En 2003, Riccardo Del Fra a été nommé Chevalier de l’Ordre des Arts et des Lettres par le ministère de la Culture et de la Communication. En 2005, il constitue le Jazoo Project, un sextet composé de jeunes musiciens issus pour la plupart du Conservatoire, avec lequel il enregistre Roses & Roots. Disque-voyage, souvenir de lieux et d’êtres qui ont jalonné sa route musicale, Roses & Roots a été largement récompensé (4*Jazzman, Disque d’émoi Jazzmag, R10 Classica-Repertoire, 4 f Télérama, 4 *Le Monde de la Musique...). Riccardo a reçu, en novembre 2006, le Django d’Or du “Musicien confirmé”, la plus haute des distinctions décernée dans le monde du jazz. L’Académie du Jazz lui a décerné, en janvier 2008, le prix du “Meilleur musicien européen”.
En 2009, Riccardo Del Fra écrit Sky changes - Tree thrills pour l’Ensemble Intercontemporain et le saxophoniste Dave Liebman. Ces deux pièces ont été créées à la Cité de la Musique à Paris par l’Ensemble sous la direction de Susanna Mälkki le 12 mars 2009, et ont été jouées en octobre 2010 à la Manhattan School of Music de New York par le Chamber Jazz ensemble et Tactus et Dave Liebman. Ce concert a été enregistré pour un disque, Sky Changes, à paraître en 2012 (Jazzheads).
Actualités et projets
En août 2011, le festival Jazz in Marciac a accueilli sa création My Chet My Song, avec Roy Hargrove à la trompette, Pierrick Pedron au sax alto, Bruno Ruder au piano, Billy Hart à la batterie, lui-même à la contrebasse et l’orchestre du Conservatoire de Toulouse.
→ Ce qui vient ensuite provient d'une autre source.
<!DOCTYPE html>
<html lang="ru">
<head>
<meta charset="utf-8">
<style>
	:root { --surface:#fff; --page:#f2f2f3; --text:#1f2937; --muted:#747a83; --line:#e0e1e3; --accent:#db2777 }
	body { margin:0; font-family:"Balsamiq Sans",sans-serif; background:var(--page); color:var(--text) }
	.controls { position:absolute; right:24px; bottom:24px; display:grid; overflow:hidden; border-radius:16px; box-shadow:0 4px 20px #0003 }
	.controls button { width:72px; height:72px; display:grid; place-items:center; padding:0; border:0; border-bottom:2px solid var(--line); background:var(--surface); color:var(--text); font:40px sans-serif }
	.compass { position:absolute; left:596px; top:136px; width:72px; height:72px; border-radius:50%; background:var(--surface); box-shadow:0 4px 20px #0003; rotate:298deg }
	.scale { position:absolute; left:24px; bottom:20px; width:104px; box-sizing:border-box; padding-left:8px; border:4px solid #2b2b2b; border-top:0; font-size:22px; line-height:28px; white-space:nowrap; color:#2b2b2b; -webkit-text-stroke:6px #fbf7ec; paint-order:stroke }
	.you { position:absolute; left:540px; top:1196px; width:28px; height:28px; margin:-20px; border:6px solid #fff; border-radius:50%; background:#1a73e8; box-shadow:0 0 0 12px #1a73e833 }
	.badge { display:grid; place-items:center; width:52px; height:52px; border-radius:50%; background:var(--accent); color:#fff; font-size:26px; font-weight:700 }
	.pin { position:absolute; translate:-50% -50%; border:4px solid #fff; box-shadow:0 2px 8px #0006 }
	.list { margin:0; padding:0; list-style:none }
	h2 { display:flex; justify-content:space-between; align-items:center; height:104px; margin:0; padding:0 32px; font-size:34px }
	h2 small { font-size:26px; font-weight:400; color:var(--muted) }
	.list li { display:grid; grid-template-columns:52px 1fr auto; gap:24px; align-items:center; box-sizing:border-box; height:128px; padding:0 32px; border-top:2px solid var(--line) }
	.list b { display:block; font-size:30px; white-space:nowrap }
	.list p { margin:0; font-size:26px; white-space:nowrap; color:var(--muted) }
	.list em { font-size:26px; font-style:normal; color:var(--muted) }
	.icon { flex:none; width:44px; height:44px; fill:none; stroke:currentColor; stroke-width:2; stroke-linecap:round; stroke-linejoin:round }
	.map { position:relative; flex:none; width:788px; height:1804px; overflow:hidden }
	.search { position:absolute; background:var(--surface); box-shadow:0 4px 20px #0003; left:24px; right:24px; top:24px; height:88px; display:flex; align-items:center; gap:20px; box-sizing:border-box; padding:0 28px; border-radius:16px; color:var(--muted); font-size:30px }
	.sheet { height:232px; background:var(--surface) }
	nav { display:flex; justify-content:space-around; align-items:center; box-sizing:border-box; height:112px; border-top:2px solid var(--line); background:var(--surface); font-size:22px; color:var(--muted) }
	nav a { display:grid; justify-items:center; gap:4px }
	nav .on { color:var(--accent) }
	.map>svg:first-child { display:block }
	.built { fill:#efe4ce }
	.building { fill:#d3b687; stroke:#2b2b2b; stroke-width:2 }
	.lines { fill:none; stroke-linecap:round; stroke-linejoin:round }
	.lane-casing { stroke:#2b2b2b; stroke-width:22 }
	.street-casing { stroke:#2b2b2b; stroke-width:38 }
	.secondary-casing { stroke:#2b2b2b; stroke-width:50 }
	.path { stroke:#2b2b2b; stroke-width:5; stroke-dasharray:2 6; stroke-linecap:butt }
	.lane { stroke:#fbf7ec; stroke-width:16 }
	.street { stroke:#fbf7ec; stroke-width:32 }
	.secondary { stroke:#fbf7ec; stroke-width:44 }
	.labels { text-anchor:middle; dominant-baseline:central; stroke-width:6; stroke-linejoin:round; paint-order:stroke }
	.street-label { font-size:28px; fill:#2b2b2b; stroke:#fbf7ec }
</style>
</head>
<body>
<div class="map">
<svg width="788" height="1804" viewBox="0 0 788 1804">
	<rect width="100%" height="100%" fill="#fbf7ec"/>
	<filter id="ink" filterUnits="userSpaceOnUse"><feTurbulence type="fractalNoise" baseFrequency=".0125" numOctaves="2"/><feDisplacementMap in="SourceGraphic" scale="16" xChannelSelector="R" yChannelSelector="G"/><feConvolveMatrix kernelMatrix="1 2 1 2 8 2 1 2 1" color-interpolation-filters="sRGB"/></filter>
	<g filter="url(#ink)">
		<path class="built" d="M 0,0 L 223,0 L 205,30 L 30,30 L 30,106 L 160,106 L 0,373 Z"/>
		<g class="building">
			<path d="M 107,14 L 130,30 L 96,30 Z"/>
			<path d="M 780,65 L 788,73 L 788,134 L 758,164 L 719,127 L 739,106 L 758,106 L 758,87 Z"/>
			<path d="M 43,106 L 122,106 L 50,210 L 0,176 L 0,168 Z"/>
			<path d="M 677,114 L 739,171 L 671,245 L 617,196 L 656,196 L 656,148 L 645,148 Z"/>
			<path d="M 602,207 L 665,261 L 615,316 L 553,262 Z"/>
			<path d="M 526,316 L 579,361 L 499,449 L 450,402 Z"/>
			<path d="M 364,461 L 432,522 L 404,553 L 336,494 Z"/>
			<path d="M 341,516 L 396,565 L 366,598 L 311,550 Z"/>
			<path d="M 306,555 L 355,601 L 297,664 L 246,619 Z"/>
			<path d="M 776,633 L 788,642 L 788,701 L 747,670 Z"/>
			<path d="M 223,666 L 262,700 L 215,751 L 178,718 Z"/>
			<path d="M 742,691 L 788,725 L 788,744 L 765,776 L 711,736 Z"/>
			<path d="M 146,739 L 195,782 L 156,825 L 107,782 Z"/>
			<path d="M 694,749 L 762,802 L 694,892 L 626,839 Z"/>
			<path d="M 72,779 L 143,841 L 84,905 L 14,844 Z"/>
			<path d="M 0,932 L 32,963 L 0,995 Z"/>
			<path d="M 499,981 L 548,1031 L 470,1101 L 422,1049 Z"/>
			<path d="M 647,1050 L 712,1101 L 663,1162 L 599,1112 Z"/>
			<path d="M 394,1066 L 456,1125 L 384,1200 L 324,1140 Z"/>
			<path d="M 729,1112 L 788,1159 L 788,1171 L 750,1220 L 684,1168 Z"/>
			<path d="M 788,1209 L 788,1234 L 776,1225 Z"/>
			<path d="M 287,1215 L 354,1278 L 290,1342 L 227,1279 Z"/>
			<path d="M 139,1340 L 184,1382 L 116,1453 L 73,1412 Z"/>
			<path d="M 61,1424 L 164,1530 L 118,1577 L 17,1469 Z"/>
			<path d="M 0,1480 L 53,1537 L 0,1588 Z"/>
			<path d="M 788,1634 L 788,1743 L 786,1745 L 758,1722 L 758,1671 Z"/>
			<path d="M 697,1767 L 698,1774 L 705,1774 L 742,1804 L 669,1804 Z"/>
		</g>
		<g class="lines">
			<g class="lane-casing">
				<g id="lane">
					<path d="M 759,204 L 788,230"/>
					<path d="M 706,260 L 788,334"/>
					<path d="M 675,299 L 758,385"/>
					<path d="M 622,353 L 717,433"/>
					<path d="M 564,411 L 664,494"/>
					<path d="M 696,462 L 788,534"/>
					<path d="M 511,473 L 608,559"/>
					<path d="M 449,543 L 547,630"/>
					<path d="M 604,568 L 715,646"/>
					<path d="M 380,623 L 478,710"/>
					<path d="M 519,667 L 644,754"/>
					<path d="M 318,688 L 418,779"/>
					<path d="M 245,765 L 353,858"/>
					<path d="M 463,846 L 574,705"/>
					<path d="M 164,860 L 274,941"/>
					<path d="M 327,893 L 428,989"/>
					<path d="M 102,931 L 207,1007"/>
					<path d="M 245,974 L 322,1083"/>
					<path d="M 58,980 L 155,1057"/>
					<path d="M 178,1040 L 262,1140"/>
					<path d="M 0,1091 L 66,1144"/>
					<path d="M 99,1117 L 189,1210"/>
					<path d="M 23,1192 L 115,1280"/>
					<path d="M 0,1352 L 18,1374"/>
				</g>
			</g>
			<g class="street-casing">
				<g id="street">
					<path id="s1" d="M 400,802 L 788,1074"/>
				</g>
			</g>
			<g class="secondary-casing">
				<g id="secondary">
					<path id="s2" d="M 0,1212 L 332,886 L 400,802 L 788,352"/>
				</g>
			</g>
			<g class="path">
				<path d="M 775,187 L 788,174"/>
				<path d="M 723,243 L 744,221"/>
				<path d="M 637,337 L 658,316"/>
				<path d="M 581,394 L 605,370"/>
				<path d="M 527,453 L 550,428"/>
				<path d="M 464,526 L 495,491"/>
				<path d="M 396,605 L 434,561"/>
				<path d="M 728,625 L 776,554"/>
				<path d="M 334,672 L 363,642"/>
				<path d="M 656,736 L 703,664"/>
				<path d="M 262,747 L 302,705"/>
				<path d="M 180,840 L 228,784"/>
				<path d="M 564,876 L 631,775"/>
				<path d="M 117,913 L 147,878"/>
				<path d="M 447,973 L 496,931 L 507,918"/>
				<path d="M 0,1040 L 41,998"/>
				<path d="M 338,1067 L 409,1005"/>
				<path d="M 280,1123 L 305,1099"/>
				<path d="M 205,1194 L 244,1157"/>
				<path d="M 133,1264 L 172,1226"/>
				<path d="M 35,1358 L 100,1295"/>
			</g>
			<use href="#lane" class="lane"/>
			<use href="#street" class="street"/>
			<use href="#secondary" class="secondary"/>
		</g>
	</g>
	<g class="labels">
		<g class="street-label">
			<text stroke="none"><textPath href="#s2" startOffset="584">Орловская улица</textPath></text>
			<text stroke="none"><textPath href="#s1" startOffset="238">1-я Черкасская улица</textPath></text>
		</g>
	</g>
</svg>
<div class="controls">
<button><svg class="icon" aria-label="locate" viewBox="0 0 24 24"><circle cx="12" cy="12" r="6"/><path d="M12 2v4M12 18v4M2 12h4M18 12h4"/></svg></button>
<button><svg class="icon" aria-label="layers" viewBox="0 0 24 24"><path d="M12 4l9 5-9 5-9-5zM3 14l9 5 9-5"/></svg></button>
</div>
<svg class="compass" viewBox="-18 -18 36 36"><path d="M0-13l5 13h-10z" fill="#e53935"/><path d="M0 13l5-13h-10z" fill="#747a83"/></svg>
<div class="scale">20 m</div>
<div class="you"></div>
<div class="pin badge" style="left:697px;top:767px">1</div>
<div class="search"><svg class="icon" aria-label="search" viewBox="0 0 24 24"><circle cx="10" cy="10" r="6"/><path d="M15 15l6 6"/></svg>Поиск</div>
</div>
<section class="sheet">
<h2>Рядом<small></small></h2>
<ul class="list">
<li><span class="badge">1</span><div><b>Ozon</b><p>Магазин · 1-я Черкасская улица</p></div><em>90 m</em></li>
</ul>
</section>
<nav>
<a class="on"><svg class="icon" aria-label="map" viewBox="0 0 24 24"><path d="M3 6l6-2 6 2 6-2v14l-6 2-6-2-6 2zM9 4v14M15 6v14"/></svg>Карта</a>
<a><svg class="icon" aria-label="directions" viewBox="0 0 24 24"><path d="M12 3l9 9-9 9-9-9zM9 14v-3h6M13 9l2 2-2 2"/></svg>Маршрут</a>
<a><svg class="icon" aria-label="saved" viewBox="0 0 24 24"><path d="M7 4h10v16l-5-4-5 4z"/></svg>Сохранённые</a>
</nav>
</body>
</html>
Dans cet hommage à Chet Baker, enregistré par la chaîne de télévision Mezzo, Riccardo Del Fra a écrit et conçu un univers sonore où les standards prennent une épaisseur et un velouté nouveaux grâce à une orchestration qui fait croiser les voix – jazz et classiques – dans un frisson soyeux, fluide et lumineux. Cette création se prolonge avec la formation d'un quintette avec Airelle Besson à la trompette, Pierrick Pedron au saxophone alto, Bruno Ruder au piano et Billy Hart à la batterie..
Son activité de leader donne naissance à divers projets : le trio Intime In Time (avec Glenn Ferris et Alain Jean-Marie), le sextet Jazoo Project ; des créations avec le clarinettiste John Ruocco ou en trio avec le pianiste Marc Copland et le batteur Billy Hart. En janvier 2011 et 2012, le pianiste Danilo Perez invite Riccardo à jouer dans son festival, le Panama Jazz Festival à Panama City.